Re: Aerial photography
 
I think the key is an explicit appreciation of the risk exposure and the measures to mitigate it. The law on PT is there to protect Joe Punter, who has a right to expect a particular level of risk, appropriate to an air transport undertaking. A PPL (CPL, whatever) who wants to take photos from the right seat undoubtedly understands and accepts the risks associated with private flying. Difficult to legislate for that subtlety though, without creating glaring loopholes.

IO540 8th Jan 2006 19:38

Re: Aerial photography
 
I agree that a "public transport" passenger can be reasonably regarded as having a greater expectation of safety that somebody who is getting a free ride.

One could argue that the above is nonsense; an absolutely negligible % of fatalities could possibly come from the difference between G-reg PT and non-PT maintenance regimes, but I concede that for some reason Joe Public buying a ticket is less expecting to die than one not buying a ticket. If there was a problem then I'd suggest it comes from flying 30 year old wrecks :O

The problem is that the regs which classify a flight as PT extend far far beyond what a reasonable person might regard as such.

One example is rental, which is automatically classed as PT. Even if I rent a plane from my own business (a business which I own 100%) that makes it PT. Renting the same plane to somebody else, for a completely private flight, is also PT.

To that extent I think spernkey is right; the PT regs have been extended right into the gutter to protect the PPL flight training industry (which relies a lot on self fly hire) by creating a level playing field between the schools, and individual owners wishing to recover some of their costs by renting out their planes. Flying schools moan like hell to the CAA over this sort of stuff.

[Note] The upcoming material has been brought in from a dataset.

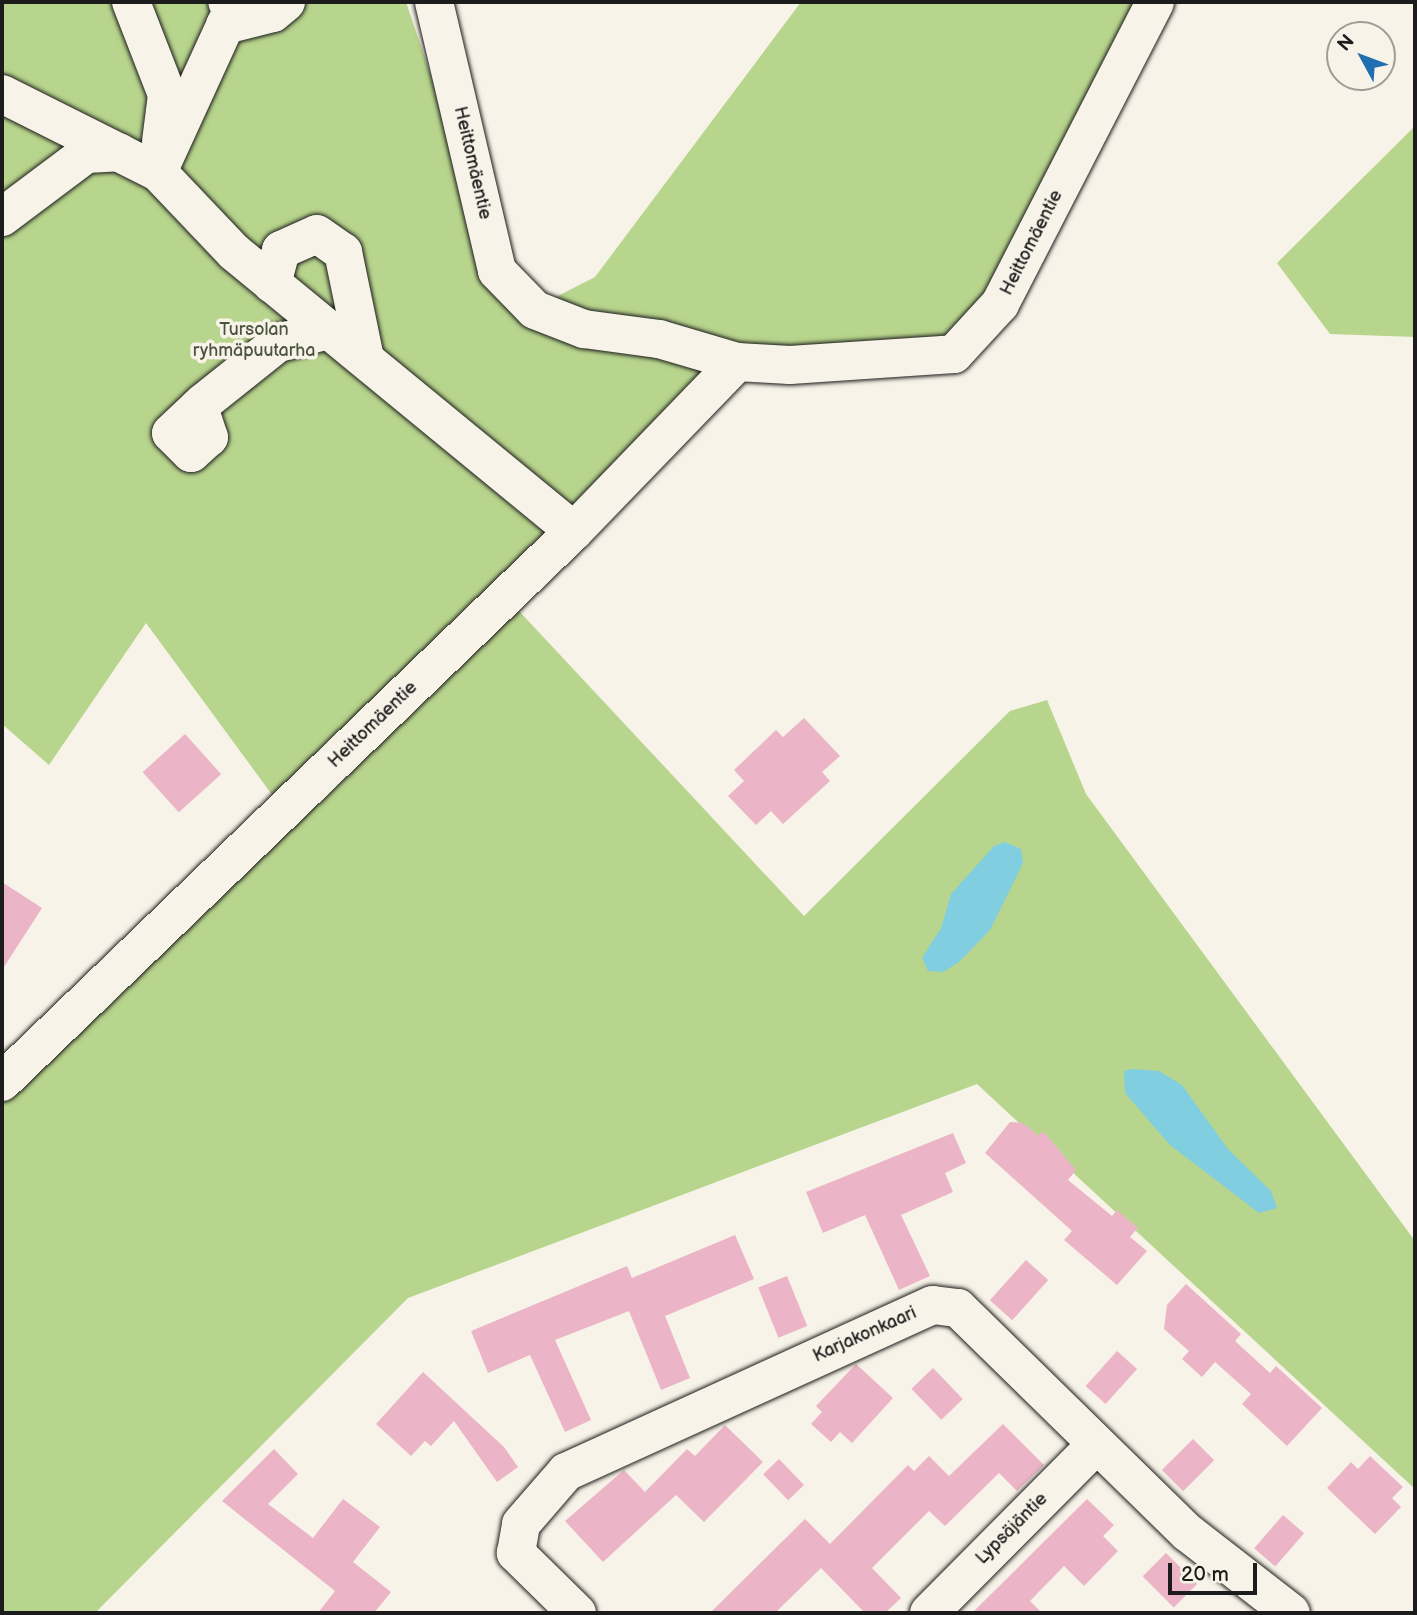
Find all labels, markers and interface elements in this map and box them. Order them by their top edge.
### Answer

So, such owners are pushed into the artificial device of creating partnerships, sometimes as limited companies to protect the shareholders from each other's actions, all done to avoid what might appear as "rental".

A lot of the ANO, as applying to GA, is really trade and revenue protection, and cannot possibly by the slightest stretch of imagination be based on safety data.

The FAA has no problem with mandatory maintenance being just the Annual (of course in practice one still does regular maintenance as required for the engine and such, but one doesn't have to chuck anything up to £500 at a JAR145 company to change the oil and the filter) and the aircraft can still be rented out (Part 91). They operate a fleet many times bigger than the CAA and if they had a problem they would know about it.

spernkey 9th Jan 2006 16:45

Re: Aerial photography
 
Here!! here!! IO540 (and far better put than i could) - if the industry wasn't so riddled with self interest ridden parties getting the ear of the authority we might even still have self-improoving BCPL's to work with - but then there might be less debt ridden wannabe's for the training schools/airlines to abuse and that clearly wouldn't do. To my recolection those guys werent falling out of the sky regularly so people of limited intellect like me just get assuming that move had to be serving someones interest - somehow?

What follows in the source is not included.